Pellissippi State Community College’s Media Technologies faculty and students are directing, filming, recording, photographing and engineering Sites & Sounds from Big Ears, a series of intimate concerts at the historic Bijou Theatre.
The new livestreaming initiative fills a gap left when Knoxville’s Big Ears Festival was canceled due to coronavirus. The next concert, with the top-tier contemporary jazz trio The Bad Plus, will premiere at 8 p.m. Friday, Oct. 9.
Tickets are $15 in advance and $17 on the day of the livestream. Those who purchase their tickets in advance or during the livestream also have access to a recording of the concert that will be available until 11:59 p.m. Sunday, Oct. 11.
Big Ears Festival Executive and Artistic Director Ashley Capps reached out to Assistant Professor Mischa Goldman, who has served as production manager for Big Ears at the Bijou for many years, to brainstorm how they could support artists and venues that had suffered severely due to COVID-19 closures.
What they landed on isn’t your typical livestream, where the viewer experiences the concert from a fixed perspective, far from the stage.
“Ashley wanted to make this very personal and engaging for the audience,” explains Goldman, who serves as program coordinator for Audio Production Engineering at Pellissippi State. “There wasn’t a concrete vision of how he wanted to do this, but I believe we were able to translate and capture Ashley’s desire to present a unique streaming experience.”
Sites & Sounds from Big Ears livestreams concerts in a single take with a Steadicam — taking viewers down Gay Street, viewing the marquee out front, into the empty Bijou Theatre, backstage and, ultimately, up on stage with the artists.
“It’s like a first-person experience,” Goldman explained. “You are up close with the artists, not sitting far back, and they break down the fourth wall, talking to each other and to the camera between tunes.”
Big Ears and Pellissippi State piloted this approach during Sites & Sounds from Big Ears’ first concert – musician R.B. Morris on Aug. 21 – and received rave reviews from viewers.
“A lot of streaming is flat,” Goldman said. “We got comments like, ‘I didn’t expect this. Wow.’ You are seeing the concert through the eyes of someone invited on stage with the musicians, and that provides intimacy.”
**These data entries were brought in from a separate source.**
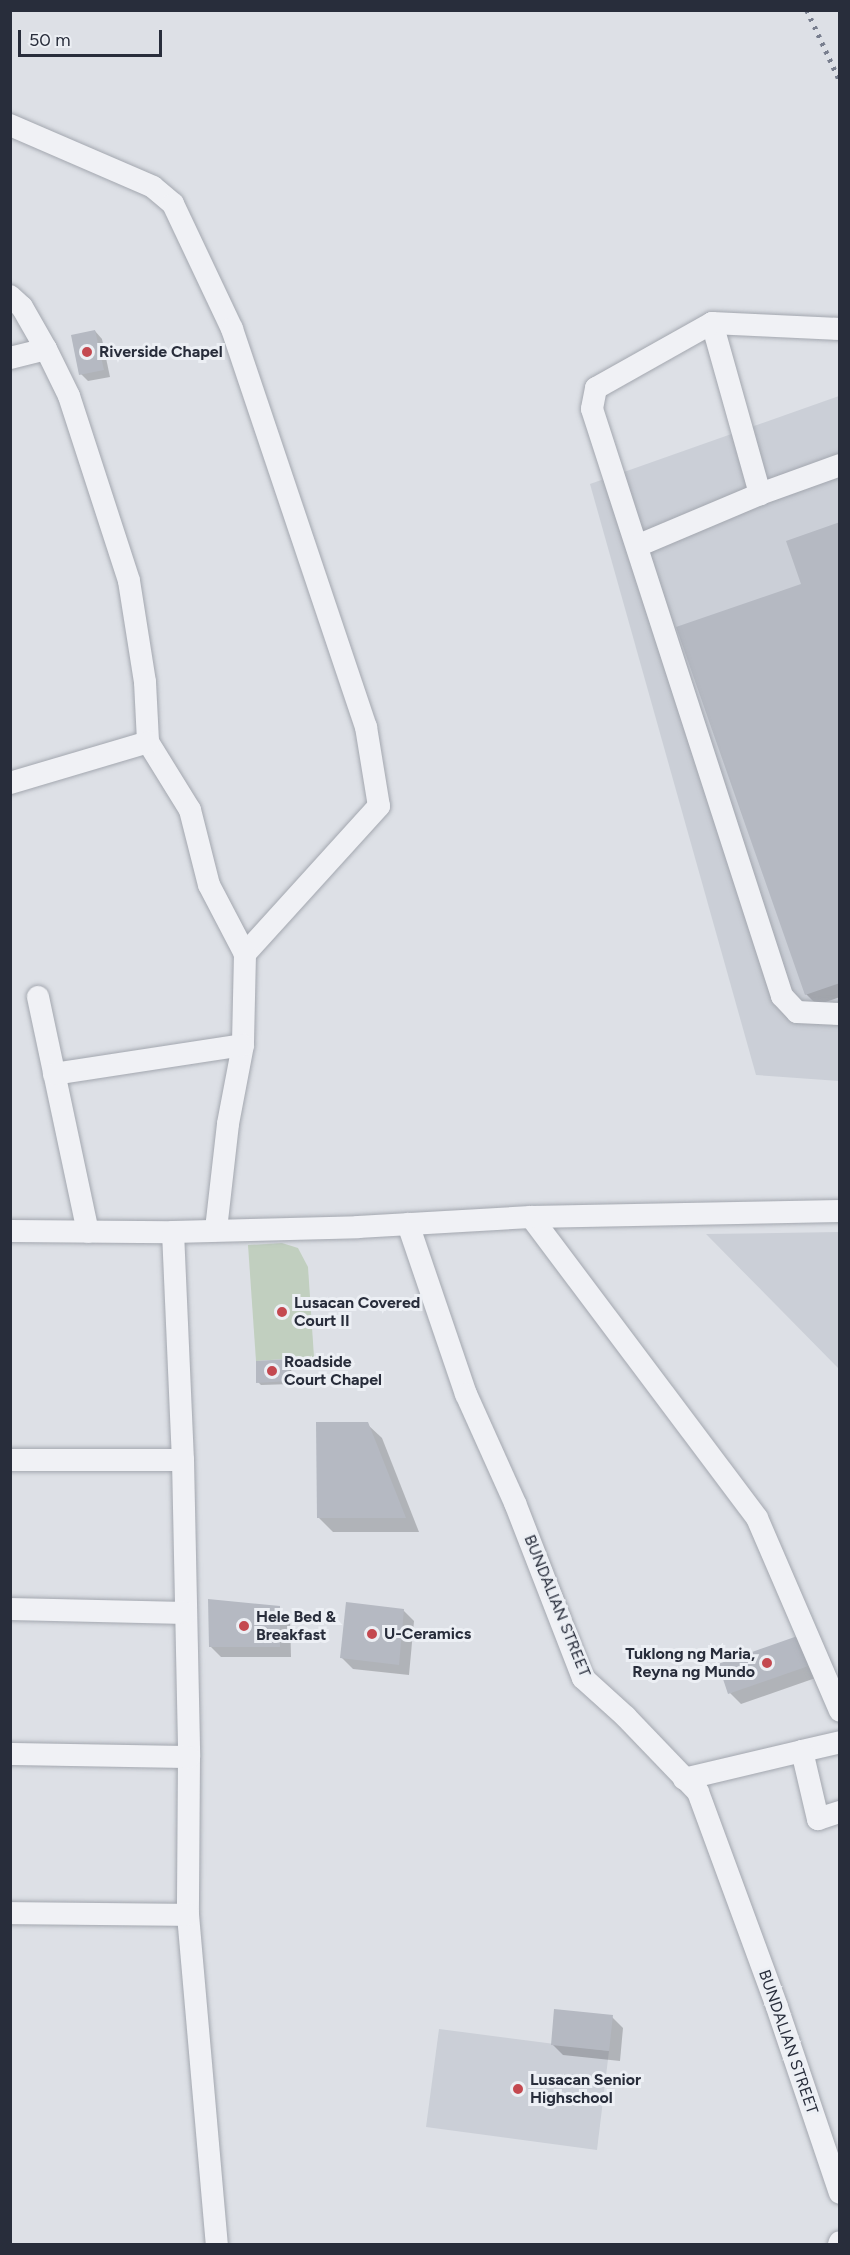 <!DOCTYPE html>
<style>
body{margin:0}
#map{position:relative;width:850px;height:2255px;overflow:hidden;background:#dde0e6;font-family:Figtree,sans-serif}
div>[style]{position:absolute}
.built>*{inset:0;background:#cbcfd7}
.green>*{inset:0;background:#c1cfbf}
.shadow>*{inset:0;background:#0003}
.building>*{inset:0;background:#b5b9c2}
.roads{filter:drop-shadow(0 0 2px #a3a7af) drop-shadow(0 0 2px #a3a7af)}
.minor>*{height:22px;margin:-11px;padding:0 11px;transform-origin:11px;border-radius:11px;background:#f0f1f5}
.rail>*{height:4.5px;margin-top:-2.25px;transform-origin:0;background:repeating-linear-gradient(90deg,#787e8e 0 3px,transparent 0 9px)}
.dots>*{width:16px;height:16px;translate:-50% -50%;box-sizing:border-box;border:3px solid #eceff4;border-radius:50%}
span{translate:-50% -50%;white-space:nowrap;text-align:center;line-height:1.15;-webkit-text-stroke:6px #eceff4;paint-order:stroke}
.poi-label{font-size:16px;color:#282d3b;font-weight:700}
.left{translate:0 -50%;text-align:left}
.right{translate:-100% -50%;text-align:right}
.street-label{font-size:16px;color:#282d3b}
.frame{position:absolute;inset:0;border:12px solid #282d3b;pointer-events:none}
.scale{position:absolute;left:18px;top:30px;width:144px;height:27px;box-sizing:border-box;border:3px solid #282d3b;border-top:0;padding-left:8px;font-size:18px;line-height:21px;white-space:nowrap;color:#282d3b;-webkit-text-stroke:4px #eceff4;paint-order:stroke}
</style>
<div id="map">
<div class="built">
<div style="clip-path:polygon(839px 396px,839px 1081px,756px 1075px,590px 484px)"></div>
<div style="clip-path:polygon(839px 1232px,840px 1232px,839px 1369px,706px 1234px)"></div>
<div style="clip-path:polygon(439px 2029px,609px 2051px,597px 2150px,426px 2127px)"></div>
</div>
<div class="green">
<div style="clip-path:polygon(282px 1243px,298px 1248px,308px 1267px,314px 1357px,256px 1361px,248px 1245px)"></div>
</div>
<div class="shadow">
<div style="clip-path:polygon(95px 331px,102px 339px,110px 377px,88px 381px,81px 374px)"></div>
<div style="clip-path:polygon(840px 524px,840px 997px,817px 1005px,806px 994px,802px 584px)"></div>
<div style="clip-path:polygon(287px 1361px,291px 1364px,292px 1384px,261px 1385px,258px 1382px)"></div>
<div style="clip-path:polygon(367px 1424px,382px 1438px,419px 1532px,333px 1532px,318px 1517px)"></div>
<div style="clip-path:polygon(279px 1607px,290px 1618px,291px 1657px,221px 1657px,210px 1646px)"></div>
<div style="clip-path:polygon(403px 1610px,414px 1621px,409px 1675px,353px 1669px,342px 1658px)"></div>
<div style="clip-path:polygon(817px 1646px,827px 1674px,741px 1704px,730px 1693px)"></div>
<div style="clip-path:polygon(612px 2017px,623px 2028px,620px 2061px,563px 2055px,552px 2044px)"></div>
</div>
<div class="building">
<div style="clip-path:polygon(95px 330px,104px 370px,79px 375px,71px 335px)"></div>
<div style="clip-path:polygon(840px 522px,840px 983px,805px 995px,676px 627px,801px 584px,786px 541px)"></div>
<div style="clip-path:polygon(288px 1359px,289px 1381px,256px 1383px,256px 1361px)"></div>
<div style="clip-path:polygon(316px 1422px,368px 1422px,406px 1518px,317px 1518px)"></div>
<div style="clip-path:polygon(208px 1599px,280px 1606px,280px 1647px,209px 1647px)"></div>
<div style="clip-path:polygon(346px 1602px,404px 1609px,399px 1665px,340px 1658px)"></div>
<div style="clip-path:polygon(806px 1633px,817px 1663px,728px 1694px,718px 1664px)"></div>
<div style="clip-path:polygon(554px 2009px,613px 2015px,609px 2051px,551px 2045px)"></div>
</div>
<div class="roads">
<div class="minor">
<div style="left:10px;top:125px;width:156px;rotate:23.4deg"></div>
<div style="left:153px;top:187px;width:26px;rotate:40deg"></div>
<div style="left:173px;top:204px;width:138px;rotate:64.7deg"></div>
<div style="left:232px;top:329px;width:420px;rotate:71.4deg"></div>
<div style="left:366px;top:727px;width:80px;rotate:80.7deg"></div>
<div style="left:379px;top:806px;width:200px;rotate:132.2deg"></div>
<div style="left:10px;top:296px;width:16px;rotate:43deg"></div>
<div style="left:22px;top:307px;width:48px;rotate:60.3deg"></div>
<div style="left:46px;top:349px;width:52px;rotate:63.9deg"></div>
<div style="left:69px;top:396px;width:194px;rotate:72deg"></div>
<div style="left:129px;top:581px;width:102px;rotate:81deg"></div>
<div style="left:145px;top:682px;width:60px;rotate:87.1deg"></div>
<div style="left:148px;top:742px;width:80px;rotate:58.3deg"></div>
<div style="left:190px;top:810px;width:77px;rotate:75.8deg"></div>
<div style="left:209px;top:885px;width:78px;rotate:62.4deg"></div>
<div style="left:245px;top:954px;width:91px;rotate:91.3deg"></div>
<div style="left:243px;top:1045px;width:80px;rotate:100.8deg"></div>
<div style="left:228px;top:1124px;width:107px;rotate:96.5deg"></div>
<div style="left:712px;top:323px;width:178px;rotate:74.3deg"></div>
<div style="left:760px;top:494px;width:85px;rotate:-19.9deg"></div>
<div style="left:840px;top:329px;width:128px;rotate:-177.3deg"></div>
<div style="left:712px;top:323px;width:133px;rotate:150.7deg"></div>
<div style="left:596px;top:388px;width:21px;rotate:101deg"></div>
<div style="left:592px;top:409px;width:617px;rotate:72.06deg"></div>
<div style="left:782px;top:996px;width:22px;rotate:47deg"></div>
<div style="left:797px;top:1012px;width:43px;rotate:2.7deg"></div>
<div style="left:10px;top:358px;width:37px;rotate:-14deg"></div>
<div style="left:637px;top:546px;width:134px;rotate:-22.9deg"></div>
<div style="left:10px;top:783px;width:144px;rotate:-16.5deg"></div>
<div style="left:38px;top:997px;width:240px;rotate:78deg"></div>
<div style="left:54px;top:1074px;width:191px;rotate:-8.7deg"></div>
<div style="left:531px;top:1217px;width:376px;rotate:53.1deg"></div>
<div style="left:757px;top:1518px;width:210px;rotate:66.7deg"></div>
<div style="left:408px;top:1224px;width:180px;rotate:71.2deg"></div>
<div style="left:466px;top:1394px;width:120px;rotate:65.8deg"></div>
<div style="left:515px;top:1503px;width:188px;rotate:68.8deg"></div>
<div style="left:583px;top:1678px;width:58px;rotate:42.2deg"></div>
<div style="left:626px;top:1717px;width:104px;rotate:46.2deg"></div>
<div style="left:698px;top:1792px;width:229px;rotate:69.8deg"></div>
<div style="left:777px;top:2007px;width:196px;rotate:71.3deg"></div>
<div style="left:10px;top:1231px;width:163px;rotate:0.4deg"></div>
<div style="left:173px;top:1232px;width:185px;rotate:-1.5deg"></div>
<div style="left:358px;top:1227px;width:173px;rotate:-3.3deg"></div>
<div style="left:531px;top:1217px;width:309px;rotate:-1.1deg"></div>
<div style="left:173px;top:1232px;width:228px;rotate:87.5deg"></div>
<div style="left:183px;top:1460px;width:297px;rotate:88.8deg"></div>
<div style="left:189px;top:1757px;width:158px;rotate:90.4deg"></div>
<div style="left:188px;top:1915px;width:330px;rotate:85deg"></div>
<div style="left:10px;top:1460px;width:173px"></div>
<div style="left:10px;top:1609px;width:176px;rotate:1.3deg"></div>
<div style="left:802px;top:1751px;width:39px;rotate:-13deg"></div>
<div style="left:10px;top:1754px;width:179px;rotate:1deg"></div>
<div style="left:684px;top:1779px;width:121px;rotate:-13.3deg"></div>
<div style="left:802px;top:1751px;width:70px;rotate:76.8deg"></div>
<div style="left:818px;top:1819px;width:23px;rotate:-18deg"></div>
<div style="left:10px;top:1913px;width:178px;rotate:0.6deg"></div>
<div style="left:839px;top:2244px;width:2px;rotate:-63deg"></div>
</div>
</div>
<div class="rail">
<div style="left:807px;top:10px;width:78px;rotate:65.1deg"></div>
</div>
<div class="dots">
<div style="left:87px;top:352px;background:#c44950"></div>
<div style="left:282px;top:1312px;background:#c44950"></div>
<div style="left:272px;top:1371px;background:#c44950"></div>
<div style="left:244px;top:1626px;background:#c44950"></div>
<div style="left:372px;top:1634px;background:#c44950"></div>
<div style="left:767px;top:1663px;background:#c44950"></div>
<div style="left:518px;top:2089px;background:#c44950"></div>
</div>
<div class="poi-label">
<span class="left" style="left:99px;top:352px">Riverside Chapel</span>
<span class="left" style="left:294px;top:1312px">Lusacan Covered<br>Court II</span>
<span class="left" style="left:284px;top:1371px">Roadside<br>Court Chapel</span>
<span class="left" style="left:256px;top:1626px">Hele Bed &amp;<br>Breakfast</span>
<span class="left" style="left:384px;top:1634px">U-Ceramics</span>
<span class="right" style="left:755px;top:1663px">Tuklong ng Maria,<br>Reyna ng Mundo</span>
<span class="left" style="left:530px;top:2089px">Lusacan Senior<br>Highschool</span>
</div>
<div class="street-label">
<span style="left:557px;top:1606px;rotate:68deg">BUNDALIAN STREET</span>
<span style="left:788px;top:2042px;rotate:71deg">BUNDALIAN STREET</span>
</div>
<div class="frame"></div>
<div class="scale">50 m</div>
</div> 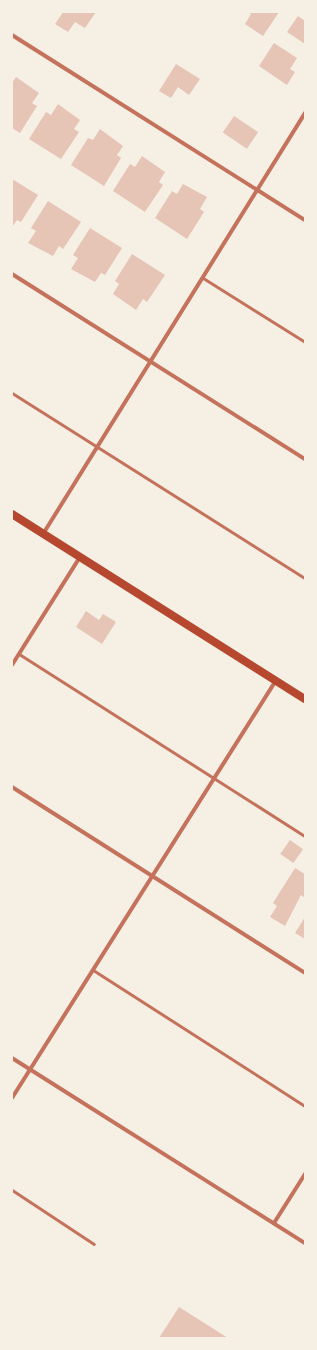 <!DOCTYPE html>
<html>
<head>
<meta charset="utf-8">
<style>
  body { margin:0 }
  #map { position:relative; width:317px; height:1350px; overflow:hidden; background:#f6efe4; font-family:Merriweather,serif }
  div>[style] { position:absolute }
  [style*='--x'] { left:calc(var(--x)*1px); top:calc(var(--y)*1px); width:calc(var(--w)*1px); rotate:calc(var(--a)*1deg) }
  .building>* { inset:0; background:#e6c5b7; transform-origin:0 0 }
  .service>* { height:3px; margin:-1.5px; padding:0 1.5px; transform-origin:1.5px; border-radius:1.5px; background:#c5725c }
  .minor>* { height:4px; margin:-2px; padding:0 2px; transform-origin:2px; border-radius:2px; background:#c5725c }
  .secondary>* { height:8px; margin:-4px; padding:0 4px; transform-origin:4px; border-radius:4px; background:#b5482f }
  span { translate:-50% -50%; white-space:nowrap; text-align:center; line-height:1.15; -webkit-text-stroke:4px #f6efe4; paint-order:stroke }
  .frame { position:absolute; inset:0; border:13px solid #f6efe4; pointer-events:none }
</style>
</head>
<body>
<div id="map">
  <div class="building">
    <i style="clip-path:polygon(63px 12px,96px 12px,85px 28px,75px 22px,68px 32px,55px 24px)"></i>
    <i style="clip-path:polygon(248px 12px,279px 12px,263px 36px,245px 24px,251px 14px)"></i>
    <i style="clip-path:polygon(298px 16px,305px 21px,305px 44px,287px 32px)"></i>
    <i style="clip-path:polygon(274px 43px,297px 58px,290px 69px,295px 72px,287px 85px,259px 66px)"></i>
    <i style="clip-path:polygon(176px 64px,200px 79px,189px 95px,178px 87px,171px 98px,159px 91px)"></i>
    <i style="clip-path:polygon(16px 77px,39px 93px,32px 103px,37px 106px,20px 133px,12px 128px,12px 83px)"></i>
    <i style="clip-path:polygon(58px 104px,80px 120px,74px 129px,79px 132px,61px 159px,29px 139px,46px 112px,51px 115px)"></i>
    <i style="left:234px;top:116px;width:29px;height:20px;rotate:34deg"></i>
    <i style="clip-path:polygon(100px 129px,123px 146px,117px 155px,121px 158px,104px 186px,71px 165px,88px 138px,93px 140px)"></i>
    <i style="clip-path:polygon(142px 156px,165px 172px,159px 182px,163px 185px,145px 212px,113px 191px,130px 164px,135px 167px)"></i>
    <i style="clip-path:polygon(12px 179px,38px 195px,21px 222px,17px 220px,12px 227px)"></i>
    <i style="clip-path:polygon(183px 184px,207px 197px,200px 209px,204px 212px,187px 239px,155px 218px,172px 191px,177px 194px)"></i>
    <i style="clip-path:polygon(48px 201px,81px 222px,63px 249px,59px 246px,53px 256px,28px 243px,36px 231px,31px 228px)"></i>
    <i style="clip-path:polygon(90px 228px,122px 248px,105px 275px,101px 273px,95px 282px,71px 269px,78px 258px,73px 255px)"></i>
    <i style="clip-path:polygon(132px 254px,165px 275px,147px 302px,143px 299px,136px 310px,113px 294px,119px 284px,115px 281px)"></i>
    <i style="clip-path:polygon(86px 611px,99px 620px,103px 614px,116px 622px,102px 644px,76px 627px)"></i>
    <i style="left:290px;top:840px;width:16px;height:17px;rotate:35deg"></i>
    <i style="clip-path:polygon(295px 868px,305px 874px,305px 898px,301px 895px,285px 926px,270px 917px,277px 906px,273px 903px)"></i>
    <i style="clip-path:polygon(305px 917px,305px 939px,295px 933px)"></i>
    <i style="clip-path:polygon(179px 1307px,228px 1338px,159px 1338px)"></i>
  </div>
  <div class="service">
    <i style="--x:203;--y:278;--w:120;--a:32.1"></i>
    <i style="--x:12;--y:393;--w:347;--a:32.3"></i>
    <i style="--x:19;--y:654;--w:339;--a:32.5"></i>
    <i style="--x:93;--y:970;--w:252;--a:32.7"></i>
    <i style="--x:12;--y:1190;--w:98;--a:33.4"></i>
  </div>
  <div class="minor">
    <i style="--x:12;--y:35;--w:347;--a:32.3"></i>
    <i style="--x:12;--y:274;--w:347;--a:32.3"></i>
    <i style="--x:43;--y:534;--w:496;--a:-58.1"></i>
    <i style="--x:12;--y:665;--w:128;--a:-57.8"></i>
    <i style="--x:12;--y:787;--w:347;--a:32.4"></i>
    <i style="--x:12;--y:1058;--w:347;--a:32.3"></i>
    <i style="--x:12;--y:1098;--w:494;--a:-57.7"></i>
    <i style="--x:274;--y:1223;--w:58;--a:-57.7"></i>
  </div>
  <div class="secondary">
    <i style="--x:12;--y:514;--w:347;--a:32.3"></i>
  </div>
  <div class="frame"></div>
</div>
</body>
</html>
Because of COVID-19 restrictions and concerns for safety, Sites & Sounds from Big Ears utilizes a very small crew. Big Ears Festival Managing Director Aaron Greenwald joins Capps as a producer. Goldman is serving as producer and audio mastering engineer and is joined by Pellissippi State Instructor Jonathan Maness, recording and mixing engineering, and Adjunct Matthew Caldwell, director of photography/Steadicam operator and video editor.
The Pellissippi State Video Production Technology and Photography faculty also selected four students to join them: Channing Huskey, still photography, and Logan Maddox, Michael Moore and Grant Robinson, assistant cameras.
The students are receiving class credit for their participation.
“This gives students real-world experience of how to put together a production like this: how to gather assets, how to work within the restraints of technology, how to work on tight deadlines,” Goldman explained. “The students have been very professional. They understand our safety protocols and have worked well with the artists.”
Capps, the founder of AC Entertainment, which produces the annual Bonnaroo Music and Arts Festival in Manchester in addition to the Big Ears Festival in Knoxville, is pleased with the result.
“We’re thrilled, in this most uncertain moment for the arts, to be able to work with artists about whom we care deeply, in venues that are part of the fabric of our city, and with the indispensable faculty and students from Pellissippi State Community College, an East Tennessee treasure,” he said.